#### [What you are asked to do]
Work through the entries below and report how many lines include "strokeStyle". The number alone is the answer.

(Saved data entries)
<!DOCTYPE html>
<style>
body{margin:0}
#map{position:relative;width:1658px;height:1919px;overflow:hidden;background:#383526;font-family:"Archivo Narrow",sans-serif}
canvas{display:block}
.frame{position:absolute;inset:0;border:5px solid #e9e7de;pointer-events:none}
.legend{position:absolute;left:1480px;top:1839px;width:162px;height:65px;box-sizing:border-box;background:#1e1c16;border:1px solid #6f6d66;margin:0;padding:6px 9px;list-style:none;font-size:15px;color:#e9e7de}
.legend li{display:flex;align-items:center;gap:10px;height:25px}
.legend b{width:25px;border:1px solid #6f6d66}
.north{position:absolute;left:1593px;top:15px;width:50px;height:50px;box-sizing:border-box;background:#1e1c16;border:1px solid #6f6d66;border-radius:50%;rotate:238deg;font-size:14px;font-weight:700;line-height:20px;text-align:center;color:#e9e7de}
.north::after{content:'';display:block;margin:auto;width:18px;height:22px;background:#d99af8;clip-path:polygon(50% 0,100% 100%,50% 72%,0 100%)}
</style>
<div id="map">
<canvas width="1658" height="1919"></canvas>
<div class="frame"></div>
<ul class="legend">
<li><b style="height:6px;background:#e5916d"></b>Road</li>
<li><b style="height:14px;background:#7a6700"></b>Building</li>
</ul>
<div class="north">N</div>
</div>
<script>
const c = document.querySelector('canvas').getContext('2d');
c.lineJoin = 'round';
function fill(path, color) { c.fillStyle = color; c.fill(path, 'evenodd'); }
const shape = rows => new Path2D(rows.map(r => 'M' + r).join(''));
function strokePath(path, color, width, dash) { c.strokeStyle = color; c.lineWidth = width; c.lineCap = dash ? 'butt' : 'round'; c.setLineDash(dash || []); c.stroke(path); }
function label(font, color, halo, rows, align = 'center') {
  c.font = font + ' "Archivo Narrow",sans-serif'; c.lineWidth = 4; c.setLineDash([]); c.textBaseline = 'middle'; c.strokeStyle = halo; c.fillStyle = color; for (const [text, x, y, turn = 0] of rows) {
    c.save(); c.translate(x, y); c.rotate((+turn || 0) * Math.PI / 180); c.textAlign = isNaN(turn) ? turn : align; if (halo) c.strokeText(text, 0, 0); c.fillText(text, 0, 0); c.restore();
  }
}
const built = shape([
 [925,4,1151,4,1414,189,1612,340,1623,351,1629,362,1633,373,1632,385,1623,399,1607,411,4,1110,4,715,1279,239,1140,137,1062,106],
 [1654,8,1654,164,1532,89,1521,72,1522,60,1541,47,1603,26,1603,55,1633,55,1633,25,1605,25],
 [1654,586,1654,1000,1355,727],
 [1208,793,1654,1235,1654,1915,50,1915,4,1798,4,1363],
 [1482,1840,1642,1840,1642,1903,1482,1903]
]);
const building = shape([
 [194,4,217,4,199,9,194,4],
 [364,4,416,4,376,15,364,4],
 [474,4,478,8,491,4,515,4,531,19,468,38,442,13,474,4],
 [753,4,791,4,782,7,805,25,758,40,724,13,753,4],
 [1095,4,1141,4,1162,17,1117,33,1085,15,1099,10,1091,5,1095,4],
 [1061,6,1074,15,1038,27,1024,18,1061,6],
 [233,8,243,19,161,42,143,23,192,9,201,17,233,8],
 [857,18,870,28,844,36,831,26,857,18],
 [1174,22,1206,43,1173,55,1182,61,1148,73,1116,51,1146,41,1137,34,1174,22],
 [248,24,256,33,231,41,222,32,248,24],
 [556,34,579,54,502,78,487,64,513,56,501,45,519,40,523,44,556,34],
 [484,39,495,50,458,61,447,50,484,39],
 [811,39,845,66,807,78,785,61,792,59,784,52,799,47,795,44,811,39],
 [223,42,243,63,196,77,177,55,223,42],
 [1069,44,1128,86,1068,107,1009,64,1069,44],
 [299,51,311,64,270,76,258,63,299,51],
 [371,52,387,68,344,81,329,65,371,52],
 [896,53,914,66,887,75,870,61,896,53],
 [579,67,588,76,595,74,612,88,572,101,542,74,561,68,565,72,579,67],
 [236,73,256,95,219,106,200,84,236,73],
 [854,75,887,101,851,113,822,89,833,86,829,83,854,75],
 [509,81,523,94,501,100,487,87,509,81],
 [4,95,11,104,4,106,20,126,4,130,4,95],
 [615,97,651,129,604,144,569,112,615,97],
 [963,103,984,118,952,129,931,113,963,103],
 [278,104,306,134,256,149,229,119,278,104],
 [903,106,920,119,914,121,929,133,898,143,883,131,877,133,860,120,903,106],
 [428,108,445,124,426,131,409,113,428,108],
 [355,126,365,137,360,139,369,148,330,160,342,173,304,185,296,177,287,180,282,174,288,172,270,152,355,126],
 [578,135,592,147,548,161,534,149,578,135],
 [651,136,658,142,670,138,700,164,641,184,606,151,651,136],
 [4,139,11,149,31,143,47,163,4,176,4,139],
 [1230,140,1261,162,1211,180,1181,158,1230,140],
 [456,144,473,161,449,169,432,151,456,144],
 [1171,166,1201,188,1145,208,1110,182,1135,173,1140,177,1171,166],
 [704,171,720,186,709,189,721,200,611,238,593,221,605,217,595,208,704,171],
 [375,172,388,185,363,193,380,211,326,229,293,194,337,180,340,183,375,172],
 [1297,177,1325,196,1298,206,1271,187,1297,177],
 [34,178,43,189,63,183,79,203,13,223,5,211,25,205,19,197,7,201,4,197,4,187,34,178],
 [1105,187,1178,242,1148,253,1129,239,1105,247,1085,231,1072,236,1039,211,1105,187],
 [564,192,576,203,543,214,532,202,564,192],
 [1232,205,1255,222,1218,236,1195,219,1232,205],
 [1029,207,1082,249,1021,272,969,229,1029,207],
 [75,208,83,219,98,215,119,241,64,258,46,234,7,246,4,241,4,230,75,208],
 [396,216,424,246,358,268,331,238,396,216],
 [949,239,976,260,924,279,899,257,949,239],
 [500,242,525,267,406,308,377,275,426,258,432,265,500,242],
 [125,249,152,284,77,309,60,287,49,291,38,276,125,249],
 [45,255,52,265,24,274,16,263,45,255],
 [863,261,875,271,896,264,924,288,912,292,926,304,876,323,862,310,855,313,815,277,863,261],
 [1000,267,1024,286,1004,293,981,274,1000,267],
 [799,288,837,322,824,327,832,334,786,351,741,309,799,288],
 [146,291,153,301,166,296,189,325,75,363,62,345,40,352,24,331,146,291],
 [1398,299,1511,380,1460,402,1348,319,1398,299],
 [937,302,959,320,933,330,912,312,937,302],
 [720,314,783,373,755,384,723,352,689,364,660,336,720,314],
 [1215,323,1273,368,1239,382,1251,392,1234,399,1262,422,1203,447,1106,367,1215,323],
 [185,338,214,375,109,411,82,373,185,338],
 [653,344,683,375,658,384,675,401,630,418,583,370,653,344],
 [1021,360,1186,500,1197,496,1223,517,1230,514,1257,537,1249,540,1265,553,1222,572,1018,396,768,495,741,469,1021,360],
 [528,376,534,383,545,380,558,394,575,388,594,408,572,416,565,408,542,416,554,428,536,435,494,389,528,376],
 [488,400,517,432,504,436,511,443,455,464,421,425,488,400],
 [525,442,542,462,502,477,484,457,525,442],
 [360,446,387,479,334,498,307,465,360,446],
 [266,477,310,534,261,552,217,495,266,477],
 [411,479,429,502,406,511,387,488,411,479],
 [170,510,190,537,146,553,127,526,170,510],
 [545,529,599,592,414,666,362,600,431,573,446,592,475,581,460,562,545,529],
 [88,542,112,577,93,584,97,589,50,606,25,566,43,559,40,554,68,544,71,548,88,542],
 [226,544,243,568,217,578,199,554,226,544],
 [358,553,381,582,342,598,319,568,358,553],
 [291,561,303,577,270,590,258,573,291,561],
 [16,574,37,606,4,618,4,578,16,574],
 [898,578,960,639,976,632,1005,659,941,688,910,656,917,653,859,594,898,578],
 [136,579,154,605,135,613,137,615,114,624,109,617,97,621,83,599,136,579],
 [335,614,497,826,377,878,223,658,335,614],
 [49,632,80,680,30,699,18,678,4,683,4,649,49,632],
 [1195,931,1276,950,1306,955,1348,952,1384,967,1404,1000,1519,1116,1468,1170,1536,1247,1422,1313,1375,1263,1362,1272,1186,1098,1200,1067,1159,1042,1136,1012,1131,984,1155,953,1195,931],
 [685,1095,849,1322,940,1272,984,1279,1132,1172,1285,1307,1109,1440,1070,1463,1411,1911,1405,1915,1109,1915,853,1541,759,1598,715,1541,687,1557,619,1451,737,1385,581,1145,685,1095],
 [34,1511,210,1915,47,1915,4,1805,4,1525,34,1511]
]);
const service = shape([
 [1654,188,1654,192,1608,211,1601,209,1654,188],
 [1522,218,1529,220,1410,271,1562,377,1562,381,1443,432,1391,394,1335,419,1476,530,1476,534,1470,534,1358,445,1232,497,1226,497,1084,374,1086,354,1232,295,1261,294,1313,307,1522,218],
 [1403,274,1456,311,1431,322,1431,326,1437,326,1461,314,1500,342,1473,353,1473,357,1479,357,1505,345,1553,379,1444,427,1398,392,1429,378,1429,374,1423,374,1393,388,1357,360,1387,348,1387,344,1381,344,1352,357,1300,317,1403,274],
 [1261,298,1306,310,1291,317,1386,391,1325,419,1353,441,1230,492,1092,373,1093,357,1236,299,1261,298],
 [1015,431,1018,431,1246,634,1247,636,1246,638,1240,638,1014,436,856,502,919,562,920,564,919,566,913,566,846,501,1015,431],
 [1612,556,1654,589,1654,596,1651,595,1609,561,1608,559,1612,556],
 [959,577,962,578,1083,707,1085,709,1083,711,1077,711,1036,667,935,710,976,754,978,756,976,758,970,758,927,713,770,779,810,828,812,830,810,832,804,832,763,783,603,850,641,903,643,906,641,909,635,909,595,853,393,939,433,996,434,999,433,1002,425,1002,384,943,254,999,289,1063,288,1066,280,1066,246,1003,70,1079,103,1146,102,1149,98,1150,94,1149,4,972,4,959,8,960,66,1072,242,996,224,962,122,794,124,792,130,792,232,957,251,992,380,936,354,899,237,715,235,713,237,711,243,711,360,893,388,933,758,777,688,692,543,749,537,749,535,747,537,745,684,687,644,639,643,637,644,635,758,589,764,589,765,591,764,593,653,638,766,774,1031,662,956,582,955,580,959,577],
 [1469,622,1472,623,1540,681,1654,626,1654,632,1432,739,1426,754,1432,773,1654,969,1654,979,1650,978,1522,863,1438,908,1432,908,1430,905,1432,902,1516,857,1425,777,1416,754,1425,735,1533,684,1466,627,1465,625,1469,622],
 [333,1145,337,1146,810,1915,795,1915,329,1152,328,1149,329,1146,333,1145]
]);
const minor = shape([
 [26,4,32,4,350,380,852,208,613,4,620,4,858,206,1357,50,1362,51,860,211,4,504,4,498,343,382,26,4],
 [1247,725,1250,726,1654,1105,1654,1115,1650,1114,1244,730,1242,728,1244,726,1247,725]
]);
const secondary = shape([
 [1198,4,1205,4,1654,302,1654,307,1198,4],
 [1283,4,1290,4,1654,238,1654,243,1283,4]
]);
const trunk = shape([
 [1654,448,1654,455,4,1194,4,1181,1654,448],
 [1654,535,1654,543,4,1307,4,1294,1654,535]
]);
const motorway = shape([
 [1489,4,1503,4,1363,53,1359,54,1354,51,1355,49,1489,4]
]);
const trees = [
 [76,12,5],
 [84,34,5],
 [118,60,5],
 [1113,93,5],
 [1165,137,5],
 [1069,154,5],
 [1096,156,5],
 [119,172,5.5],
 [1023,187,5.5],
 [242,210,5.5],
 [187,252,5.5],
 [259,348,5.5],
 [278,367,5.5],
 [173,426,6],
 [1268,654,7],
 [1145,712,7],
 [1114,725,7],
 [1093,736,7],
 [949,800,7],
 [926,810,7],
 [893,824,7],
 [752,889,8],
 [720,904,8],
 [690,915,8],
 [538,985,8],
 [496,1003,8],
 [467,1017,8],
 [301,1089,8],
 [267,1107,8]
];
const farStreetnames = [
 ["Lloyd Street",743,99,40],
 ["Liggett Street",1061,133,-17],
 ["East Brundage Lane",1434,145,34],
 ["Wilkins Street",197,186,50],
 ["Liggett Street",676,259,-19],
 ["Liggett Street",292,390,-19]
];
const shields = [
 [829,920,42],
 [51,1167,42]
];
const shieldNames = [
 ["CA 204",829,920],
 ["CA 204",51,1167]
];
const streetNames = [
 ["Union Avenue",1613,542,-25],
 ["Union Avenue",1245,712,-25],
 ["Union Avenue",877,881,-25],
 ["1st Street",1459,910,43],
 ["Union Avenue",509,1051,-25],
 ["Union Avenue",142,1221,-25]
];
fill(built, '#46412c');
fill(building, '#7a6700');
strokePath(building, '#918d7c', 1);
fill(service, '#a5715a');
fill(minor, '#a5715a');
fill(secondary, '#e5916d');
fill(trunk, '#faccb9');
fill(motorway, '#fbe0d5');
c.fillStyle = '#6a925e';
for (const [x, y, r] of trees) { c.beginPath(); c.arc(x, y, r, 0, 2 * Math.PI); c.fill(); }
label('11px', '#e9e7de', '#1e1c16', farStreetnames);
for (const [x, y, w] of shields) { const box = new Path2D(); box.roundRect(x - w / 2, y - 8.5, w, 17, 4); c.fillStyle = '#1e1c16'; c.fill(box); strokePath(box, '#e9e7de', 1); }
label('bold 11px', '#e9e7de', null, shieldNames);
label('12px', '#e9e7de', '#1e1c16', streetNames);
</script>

#### [Response to this task]
2